**Record extracts:**
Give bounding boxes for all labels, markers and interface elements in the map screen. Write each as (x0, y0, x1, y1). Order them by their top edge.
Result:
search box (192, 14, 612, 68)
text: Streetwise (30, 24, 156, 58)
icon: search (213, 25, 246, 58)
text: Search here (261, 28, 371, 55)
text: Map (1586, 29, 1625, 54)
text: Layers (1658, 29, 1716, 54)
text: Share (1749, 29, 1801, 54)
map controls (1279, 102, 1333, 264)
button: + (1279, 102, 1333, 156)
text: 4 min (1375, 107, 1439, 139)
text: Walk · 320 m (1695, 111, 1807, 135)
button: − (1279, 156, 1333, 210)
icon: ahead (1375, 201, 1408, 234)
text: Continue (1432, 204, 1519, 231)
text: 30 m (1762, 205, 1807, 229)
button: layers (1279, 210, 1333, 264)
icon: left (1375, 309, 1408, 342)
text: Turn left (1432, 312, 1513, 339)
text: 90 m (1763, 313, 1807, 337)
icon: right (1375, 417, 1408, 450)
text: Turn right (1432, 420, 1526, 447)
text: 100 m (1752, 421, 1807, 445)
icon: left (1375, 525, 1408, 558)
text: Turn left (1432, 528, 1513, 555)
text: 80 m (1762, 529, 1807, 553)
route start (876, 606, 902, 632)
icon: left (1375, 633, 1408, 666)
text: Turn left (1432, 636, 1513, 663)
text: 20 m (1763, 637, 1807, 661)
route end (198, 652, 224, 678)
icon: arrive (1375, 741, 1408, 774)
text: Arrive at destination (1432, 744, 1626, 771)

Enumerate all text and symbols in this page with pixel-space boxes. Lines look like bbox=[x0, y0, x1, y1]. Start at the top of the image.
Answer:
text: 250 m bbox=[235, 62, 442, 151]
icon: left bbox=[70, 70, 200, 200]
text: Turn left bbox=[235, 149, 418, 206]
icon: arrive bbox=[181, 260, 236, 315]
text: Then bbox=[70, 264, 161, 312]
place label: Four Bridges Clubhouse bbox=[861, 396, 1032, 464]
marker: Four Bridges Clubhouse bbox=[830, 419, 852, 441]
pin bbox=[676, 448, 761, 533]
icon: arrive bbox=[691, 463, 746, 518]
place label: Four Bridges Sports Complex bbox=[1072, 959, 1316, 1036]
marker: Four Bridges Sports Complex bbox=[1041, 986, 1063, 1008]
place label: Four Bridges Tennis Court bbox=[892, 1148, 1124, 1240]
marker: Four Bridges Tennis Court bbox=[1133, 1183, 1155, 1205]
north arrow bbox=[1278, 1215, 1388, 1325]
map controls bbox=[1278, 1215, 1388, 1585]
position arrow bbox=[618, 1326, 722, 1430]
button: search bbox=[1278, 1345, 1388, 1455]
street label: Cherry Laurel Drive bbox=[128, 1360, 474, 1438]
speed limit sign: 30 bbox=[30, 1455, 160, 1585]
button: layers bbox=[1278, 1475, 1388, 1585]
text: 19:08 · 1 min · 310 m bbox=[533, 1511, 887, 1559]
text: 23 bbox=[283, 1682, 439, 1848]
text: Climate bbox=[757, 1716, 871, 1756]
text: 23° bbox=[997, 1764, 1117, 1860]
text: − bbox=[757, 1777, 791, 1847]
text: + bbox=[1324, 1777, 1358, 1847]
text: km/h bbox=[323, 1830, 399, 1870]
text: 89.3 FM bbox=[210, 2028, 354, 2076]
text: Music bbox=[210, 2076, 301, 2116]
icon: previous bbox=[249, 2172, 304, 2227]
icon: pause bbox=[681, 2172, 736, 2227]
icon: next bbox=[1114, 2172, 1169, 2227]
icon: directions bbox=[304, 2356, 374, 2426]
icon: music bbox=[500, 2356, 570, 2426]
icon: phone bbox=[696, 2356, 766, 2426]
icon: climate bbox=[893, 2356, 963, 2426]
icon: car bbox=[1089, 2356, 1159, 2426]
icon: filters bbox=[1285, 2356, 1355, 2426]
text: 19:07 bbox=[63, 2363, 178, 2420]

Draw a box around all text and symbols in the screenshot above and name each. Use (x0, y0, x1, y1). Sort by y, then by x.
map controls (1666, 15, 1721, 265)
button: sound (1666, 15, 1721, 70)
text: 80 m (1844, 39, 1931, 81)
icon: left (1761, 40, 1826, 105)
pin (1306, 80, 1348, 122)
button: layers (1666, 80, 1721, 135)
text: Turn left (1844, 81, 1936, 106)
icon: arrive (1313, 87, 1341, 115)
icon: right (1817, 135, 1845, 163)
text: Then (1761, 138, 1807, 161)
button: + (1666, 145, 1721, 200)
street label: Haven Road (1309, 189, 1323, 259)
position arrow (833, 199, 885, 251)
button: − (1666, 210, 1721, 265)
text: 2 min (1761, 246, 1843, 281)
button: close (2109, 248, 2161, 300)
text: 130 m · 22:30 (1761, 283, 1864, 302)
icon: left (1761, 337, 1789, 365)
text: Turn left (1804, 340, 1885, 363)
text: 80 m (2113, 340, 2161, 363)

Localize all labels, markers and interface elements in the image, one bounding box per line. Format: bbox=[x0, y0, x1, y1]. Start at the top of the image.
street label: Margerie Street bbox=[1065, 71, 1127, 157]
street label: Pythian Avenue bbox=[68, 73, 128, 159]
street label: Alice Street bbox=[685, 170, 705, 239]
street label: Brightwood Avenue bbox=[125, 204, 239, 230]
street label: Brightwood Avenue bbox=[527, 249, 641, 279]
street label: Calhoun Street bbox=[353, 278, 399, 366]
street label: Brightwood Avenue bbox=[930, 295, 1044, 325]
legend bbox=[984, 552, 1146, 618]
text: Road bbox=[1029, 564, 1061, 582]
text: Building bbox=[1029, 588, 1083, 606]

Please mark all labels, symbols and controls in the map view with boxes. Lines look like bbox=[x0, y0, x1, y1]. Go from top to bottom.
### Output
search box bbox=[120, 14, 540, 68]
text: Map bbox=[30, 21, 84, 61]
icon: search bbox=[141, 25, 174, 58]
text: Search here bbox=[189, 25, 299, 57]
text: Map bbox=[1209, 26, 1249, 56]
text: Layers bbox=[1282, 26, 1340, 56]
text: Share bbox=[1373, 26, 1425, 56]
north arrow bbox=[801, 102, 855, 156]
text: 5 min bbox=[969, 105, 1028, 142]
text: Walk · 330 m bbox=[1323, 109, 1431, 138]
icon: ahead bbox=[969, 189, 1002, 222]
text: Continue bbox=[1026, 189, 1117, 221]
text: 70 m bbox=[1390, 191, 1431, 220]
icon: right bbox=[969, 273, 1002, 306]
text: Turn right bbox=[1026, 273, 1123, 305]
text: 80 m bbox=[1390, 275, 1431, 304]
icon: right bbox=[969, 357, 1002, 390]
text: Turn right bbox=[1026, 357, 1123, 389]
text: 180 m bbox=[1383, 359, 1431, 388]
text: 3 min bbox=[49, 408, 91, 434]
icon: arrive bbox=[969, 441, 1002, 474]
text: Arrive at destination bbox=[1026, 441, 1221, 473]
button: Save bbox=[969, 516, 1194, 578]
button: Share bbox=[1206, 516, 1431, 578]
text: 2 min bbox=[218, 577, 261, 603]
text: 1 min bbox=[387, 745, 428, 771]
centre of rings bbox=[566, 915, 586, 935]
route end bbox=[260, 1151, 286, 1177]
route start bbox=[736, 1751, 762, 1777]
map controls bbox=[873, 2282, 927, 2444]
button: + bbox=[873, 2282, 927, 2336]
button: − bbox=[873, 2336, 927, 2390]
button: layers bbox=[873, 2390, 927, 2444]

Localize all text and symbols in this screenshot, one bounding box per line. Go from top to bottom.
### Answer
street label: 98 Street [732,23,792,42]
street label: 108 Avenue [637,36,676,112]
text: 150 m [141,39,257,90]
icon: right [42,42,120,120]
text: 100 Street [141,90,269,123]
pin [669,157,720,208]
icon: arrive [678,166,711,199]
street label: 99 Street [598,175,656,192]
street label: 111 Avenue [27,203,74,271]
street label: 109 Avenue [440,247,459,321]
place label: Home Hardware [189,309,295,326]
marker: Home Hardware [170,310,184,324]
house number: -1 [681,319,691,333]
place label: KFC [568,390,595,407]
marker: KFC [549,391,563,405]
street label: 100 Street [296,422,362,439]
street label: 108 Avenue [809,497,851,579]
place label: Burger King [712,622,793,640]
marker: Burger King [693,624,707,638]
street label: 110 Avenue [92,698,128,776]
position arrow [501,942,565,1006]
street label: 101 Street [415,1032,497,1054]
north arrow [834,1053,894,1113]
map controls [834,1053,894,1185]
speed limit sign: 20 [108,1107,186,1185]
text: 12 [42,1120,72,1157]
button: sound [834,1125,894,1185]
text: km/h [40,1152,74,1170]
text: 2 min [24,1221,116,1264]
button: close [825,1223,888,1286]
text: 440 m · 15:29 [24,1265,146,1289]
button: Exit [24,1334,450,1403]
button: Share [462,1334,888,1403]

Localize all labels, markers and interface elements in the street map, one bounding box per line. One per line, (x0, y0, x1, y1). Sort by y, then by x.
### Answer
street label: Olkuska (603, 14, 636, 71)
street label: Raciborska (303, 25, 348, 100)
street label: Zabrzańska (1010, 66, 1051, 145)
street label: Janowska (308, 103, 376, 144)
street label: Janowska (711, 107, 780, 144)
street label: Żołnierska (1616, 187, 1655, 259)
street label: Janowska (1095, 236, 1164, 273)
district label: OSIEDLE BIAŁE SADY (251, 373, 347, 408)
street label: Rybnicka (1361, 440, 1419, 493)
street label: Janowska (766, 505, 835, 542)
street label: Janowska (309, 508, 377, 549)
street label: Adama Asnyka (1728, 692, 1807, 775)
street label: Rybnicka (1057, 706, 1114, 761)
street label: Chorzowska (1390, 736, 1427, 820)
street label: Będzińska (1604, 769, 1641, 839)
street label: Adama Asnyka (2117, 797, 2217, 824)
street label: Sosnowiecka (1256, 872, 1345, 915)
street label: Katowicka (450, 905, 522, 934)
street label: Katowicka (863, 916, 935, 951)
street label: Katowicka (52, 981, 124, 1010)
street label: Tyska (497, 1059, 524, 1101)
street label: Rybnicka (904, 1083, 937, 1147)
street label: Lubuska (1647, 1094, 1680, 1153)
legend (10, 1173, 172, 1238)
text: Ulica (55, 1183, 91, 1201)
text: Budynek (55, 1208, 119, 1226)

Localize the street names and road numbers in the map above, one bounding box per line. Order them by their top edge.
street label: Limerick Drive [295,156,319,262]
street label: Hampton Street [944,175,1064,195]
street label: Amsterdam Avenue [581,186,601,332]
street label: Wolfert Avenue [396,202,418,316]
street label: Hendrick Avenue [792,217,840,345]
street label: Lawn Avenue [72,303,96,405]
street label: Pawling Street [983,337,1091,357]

**Exercise details:** Copy each line of the listing that contains "bounding".

**Response:**
Give bounding boxes for all labels, markers and interface elements in the map screen. Write each as (x0, y0, x1, y1). Order them by their top edge.
Localize all labels, markers and interface elements in the image, one bounding box per line. Format: bbox=[x0, y0, x1, y1]. Start at the top of the image.
Localize all text and symbols in this screenshot, one bounding box per line. Go from top to bottom.
Localize all labels, markers and interface elements in the street map, one bounding box per line. One per line, (x0, y0, x1, y1). Sort by y, then by x.
Localize the street names and road numbers in the map above, one bounding box per line. Order them by their top edge.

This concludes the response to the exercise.